A North Carolina court has ruled that a limitation of liability clause in an engineering services agreement did not violate the laws of North Carolina or Georgia . Additionally, the clause applied to direct contract damages, consequential damages and claims for professional malpractice.

In this case, Mosteller Mansion LLC hired Mactec Engineering and Consulting of Georgia Inc. to assess the subsurface conditions of a 16-acre tract of land in Buncombe County , N.C. , where Mosteller intended to develop an apartment complex. The engineering services agreement, which stipulated that it would be governed by the laws of the state of Georgia , where Mactec was headquartered, called for Mactec to recommend foundation designs and site preparation procedures. The contract also contained two clauses entitled “Indirect Damages” and “Limitation of Liability.” Unlike the rest of the agreement, these two clauses were printed entirely in capital letters.

The Indirect Damages clause said neither party would be responsible “for any economic, consequential or indirect damages (including, but not limited to, loss of use, income, profits, financing or reputation) arising out of or relating to this Agreement.” The Limitation of Liability clause read in part as follows:

“To the maximum extent permitted by applicable law and for additional compensation of $10.00 from [Mactec], [Mosteller] hereby expressly agrees that the liability of [Mactec] … for any cause of action based upon breach of contract, strict liability, negligent professional acts, errors or omissions, or negligent misrepresentation arising out of or in connection with this Agreement and/or services provided or work product developed pursuant to this Agreement, shall be limited to the aggregate sum … of $50,000 or the total fees paid to [Mactec] by [Mosteller] under this Agreement, whichever is greater.”

Mactec drilled 19 soil test borings at the site, presented its findings, recommended foundation designs, and billed $8,900 for its services. Three years later, Mosteller sued Mactec for more than $3 million in damages allegedly incurred because of unsuitable soils. The damages included not only the cost of removing and replacing the soil, but also testing and engineering services, loss of business, insurance premiums, and interest on borrowed funds. The suit alleged breach of contract and professional negligence.
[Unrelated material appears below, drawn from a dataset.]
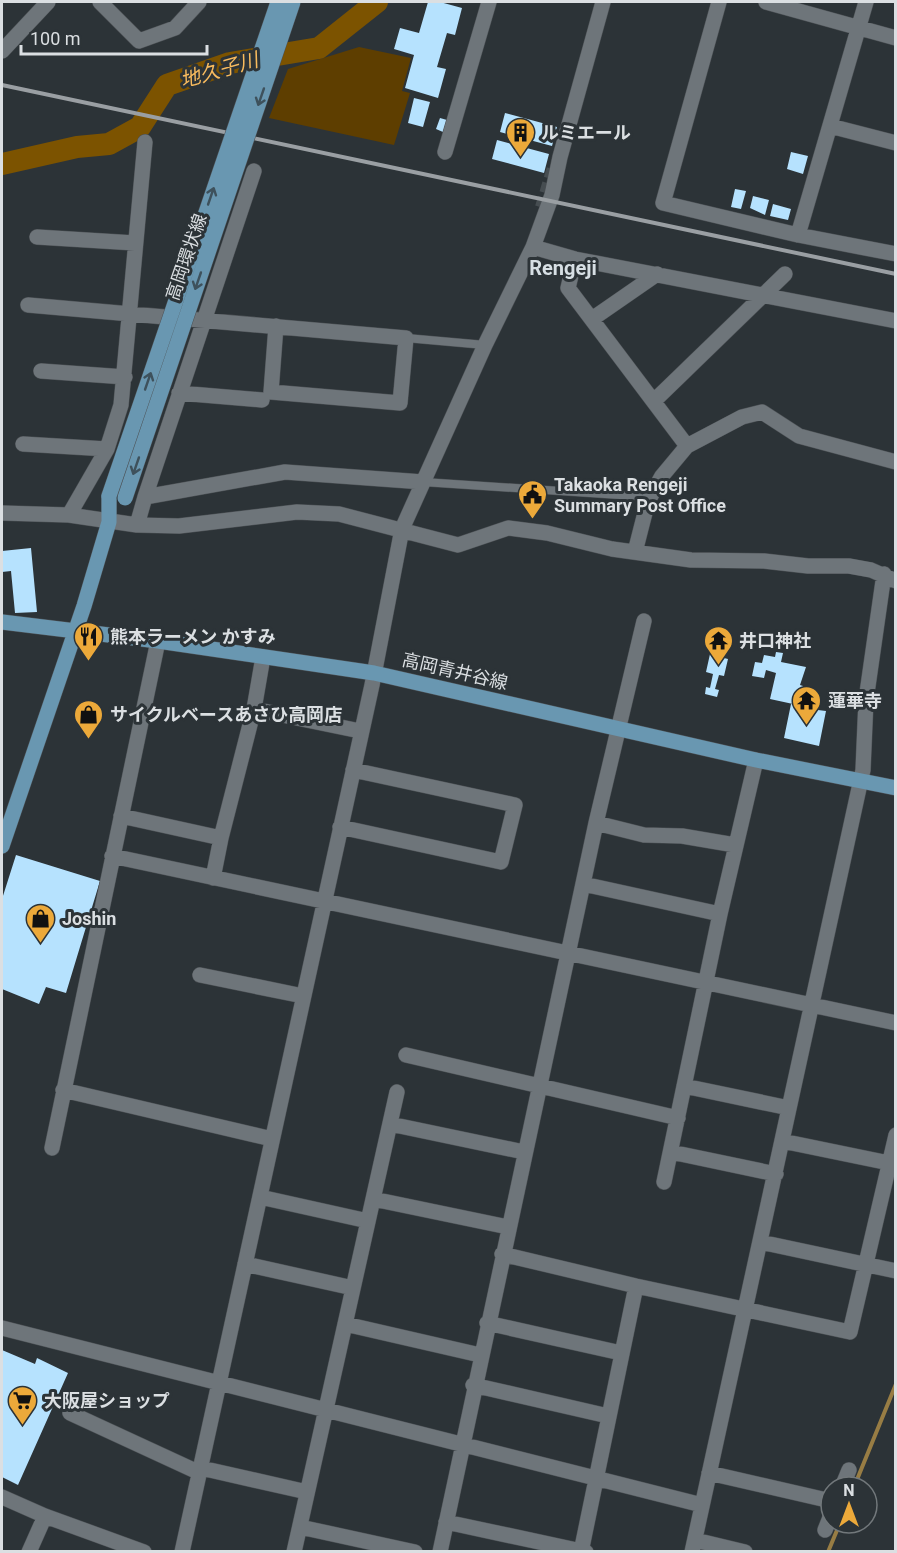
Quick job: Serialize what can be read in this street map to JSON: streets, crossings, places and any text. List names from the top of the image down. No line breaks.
{"streets":{"main road":["高岡環状線","高岡青井谷線"]},"crossings":[["高岡環状線","高岡青井谷線"]],"districts":["Rengeji"],"water":["地久子川"],"places":{"building":["ルミエール"],"public building":["Takaoka Rengeji Summary Post Office"],"restaurant":["熊本ラーメン かすみ"],"temple":["井口神社","蓮華寺"],"shop":["サイクルベースあさひ高岡店","Joshin"],"supermarket":["大阪屋ショップ"]},"scale_bar":"100 m","north":"top"}
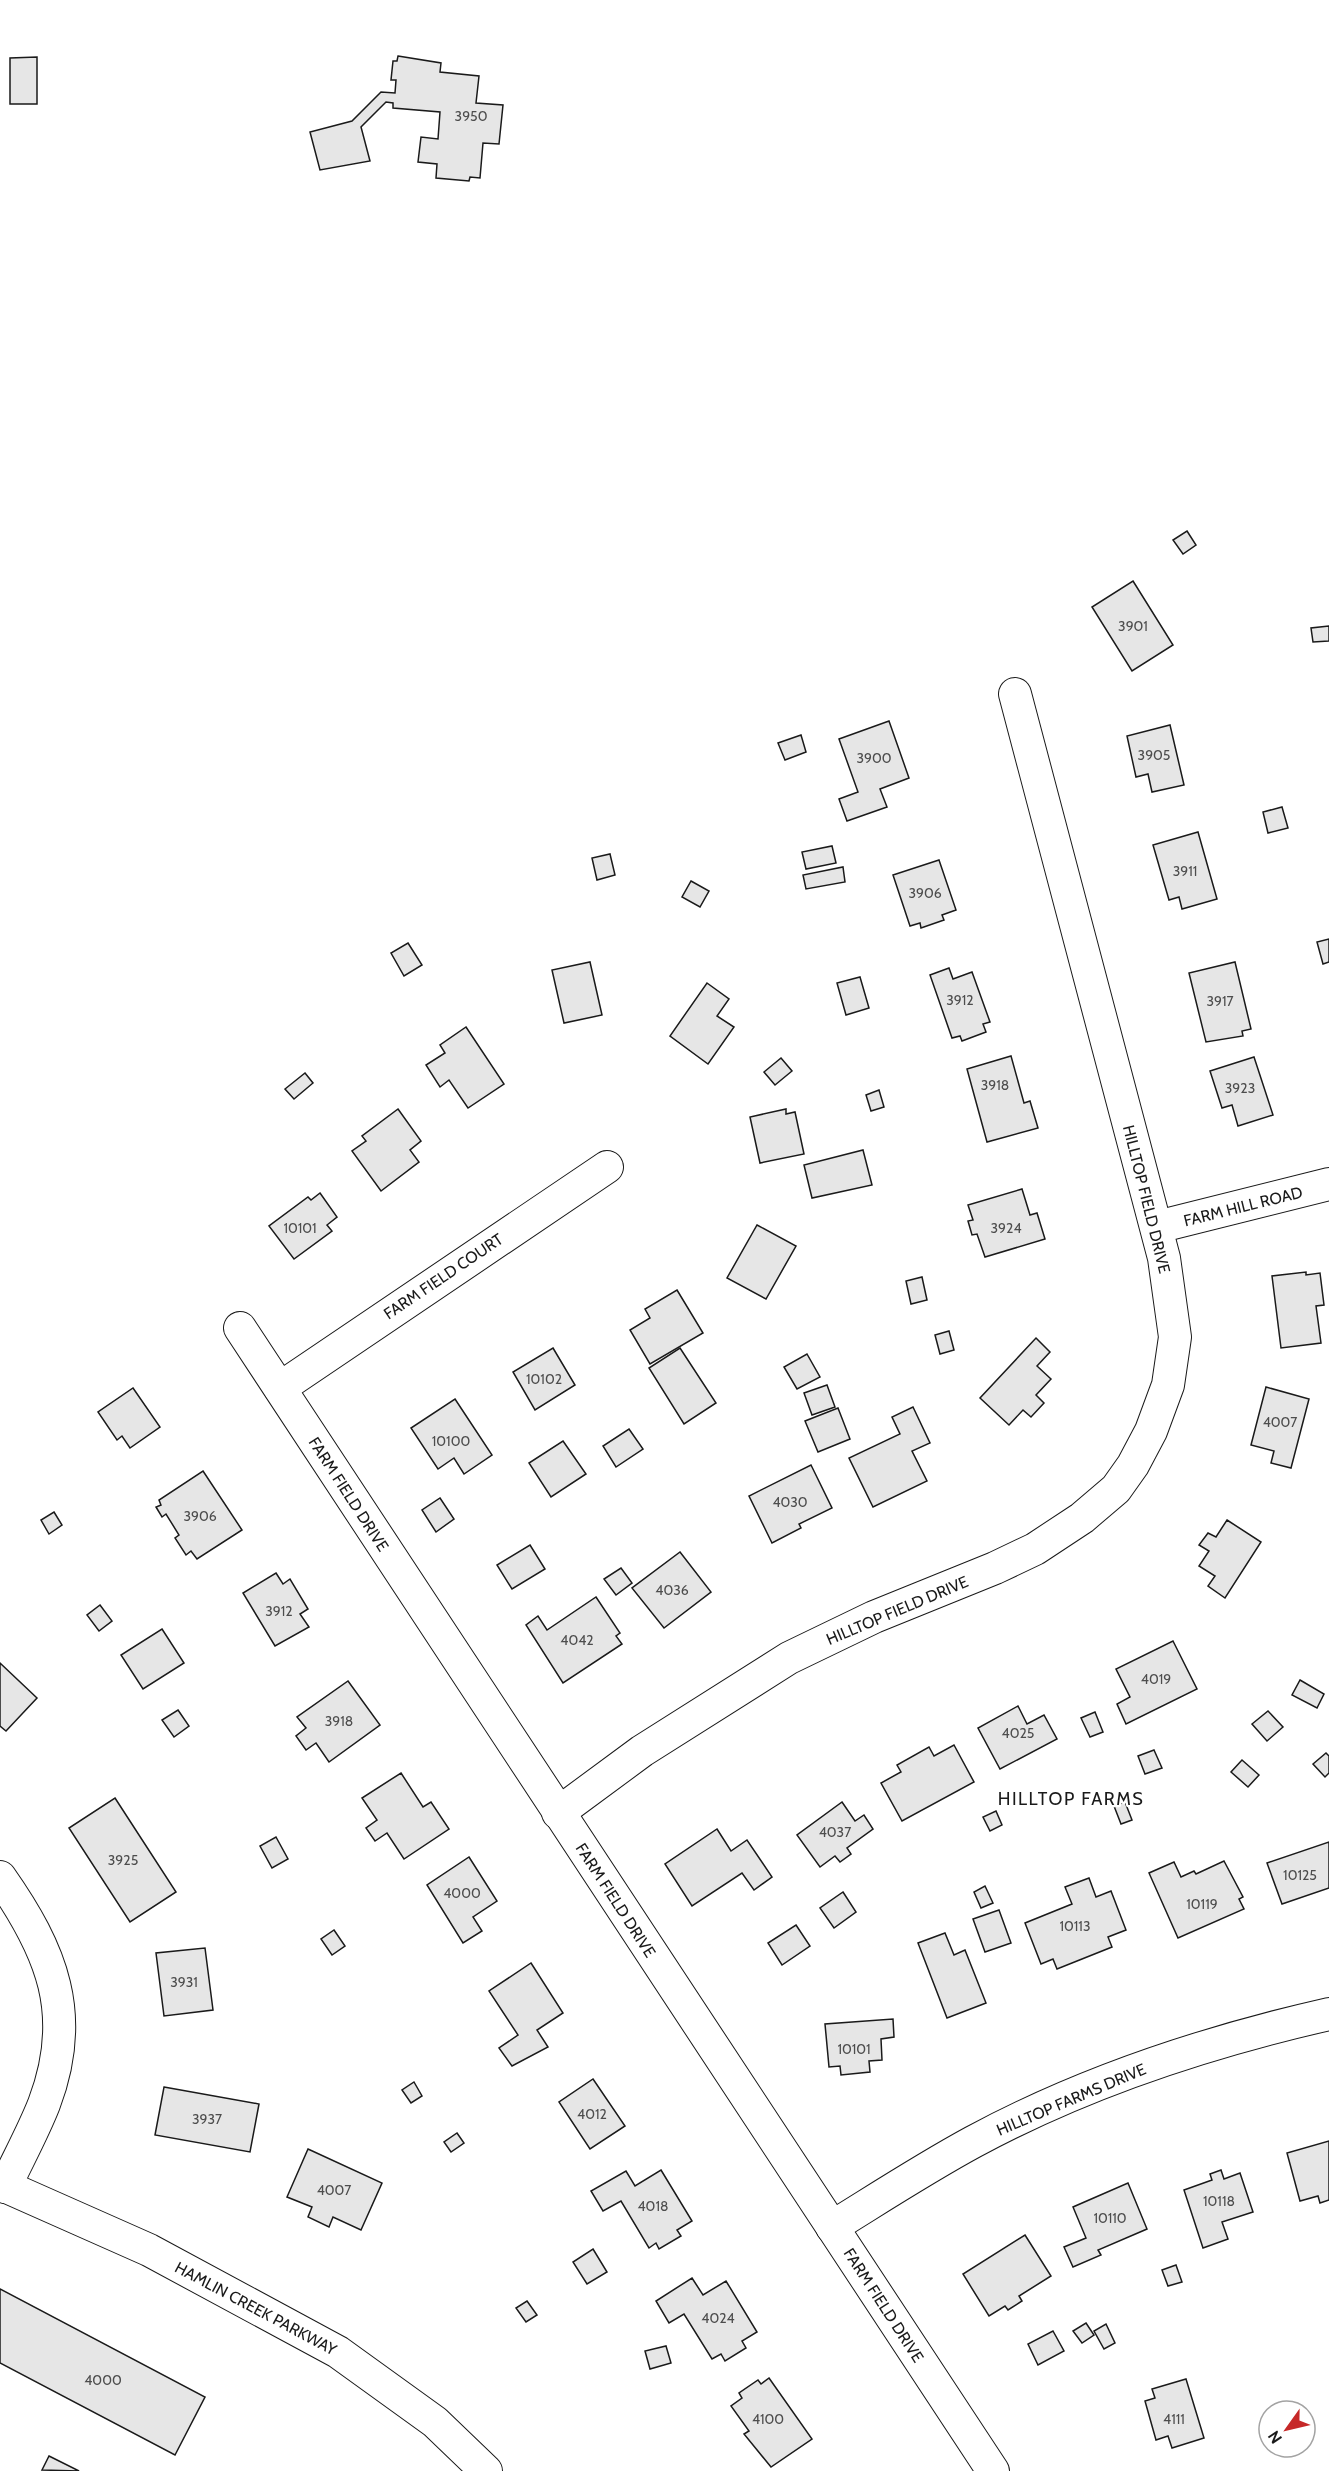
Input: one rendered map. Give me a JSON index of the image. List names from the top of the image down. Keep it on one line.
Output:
{"streets":{"street":["HILLTOP FIELD DRIVE","FARM HILL ROAD","FARM FIELD COURT","FARM FIELD DRIVE","HILLTOP FARMS DRIVE","HAMLIN CREEK PARKWAY"]},"crossings":[["HILLTOP FIELD DRIVE","FARM HILL ROAD"],["HILLTOP FIELD DRIVE","FARM FIELD DRIVE"],["FARM FIELD COURT","FARM FIELD DRIVE"],["FARM FIELD DRIVE","HILLTOP FARMS DRIVE"]],"districts":["HILLTOP FARMS"],"house_numbers":["3950","3901","3905","3900","3911","3906","3912","3917","3918","3923","10101","3924","10102","4007","10100","4030","3906","4036","3912","4042","4019","3918","4025","4037","3925","10125","4000","10119","10113","3931","10101","4012","3937","4007","10118","4018","10110","4024","4000","4100","4111"],"north":"bottom left"}
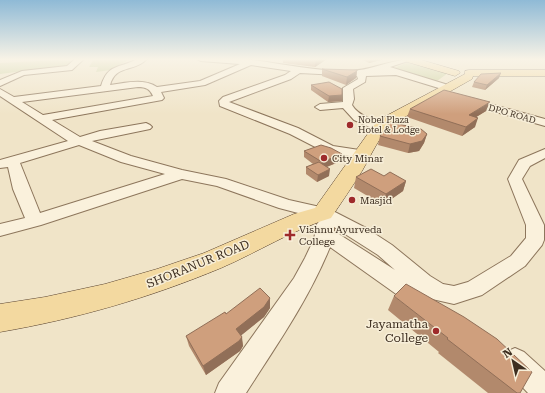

Mactec moved for summary judgment, relying on the Indirect Damages and Limitation of Liability clauses. A North Carolina trial court, applying Georgia law, ruled in favor of Mactec. Mosteller appealed, arguing that the law of North Carolina , where the project was located, should govern and that the contract clauses in question were unenforceable because they violated the public policy of the state of North Carolina .

The Court of Appeals of North Carolina said the choice of law provision in the contract was clear and enforceable— Georgia law would govern all claims under the contract. The court agreed with Mosteller that the law of North Carolina , where the project took place, should govern all negligence claims outside the contract.

The court went on to rule that the Limitation of Liability clause, an express allocation of financial risk between two business entities, negotiated at arm’s length, did not violate the public policy of Georgia. The limitation was enforceable against Mosteller.

The Indirect Damages disclaimer was also enforceable. Mactec did not attempt to exculpate itself from responsibility for personal injury, public safety or property damage. Like the Limitation of Liability clause, this was a contractual allocation of financial risk between two business entities. It did not offend public policy.

The court also addressed the professional malpractice claims, governed by the law of North Carolina . Both clauses expressly applied to negligence claims. The court ruled that the clauses should be enforced accordingly.

“People should be entitled to contract on their own terms without the indulgence or paternalism by courts in the alleviation of one side or another from the effects of a bad bargain.… The parties were sophisticated professionals and the result of their bargain does not elicit a profound sense of injustice. Moreover, Mosteller’s assertion to the contrary, all of Mosteller’s damages were economic, indirect and consequential and the health and safety of the public are not implicated.”

The facts of this case illustrate the rationale behind the allocation of risk established in these clauses. The engineer provided $8,900 in services. The owner was attempting, in effect, to hold the engineer responsible for the overall viability of the entire project, seeking recovery of more than $3 million in alleged damages.

Mosteller Mansion LLC v. Mactec Engineering and Consulting of Georgia Inc., May 20, 2008, COA07-664.   This is an unpublished opinion of the North Carolina Court of Appeals and does not constitute controlling legal authority. Citation is disfavored, but may be permitted in accordance with the provisions of Rule 30(e)(3) of the North Carolina Rules of Appellate Procedure.

About the Author: This case note was originally published in Construction Claims Advisor, and is republished here in ConstructionRisk.com Report (Vol. 10, No. 3, July 2008) with permission.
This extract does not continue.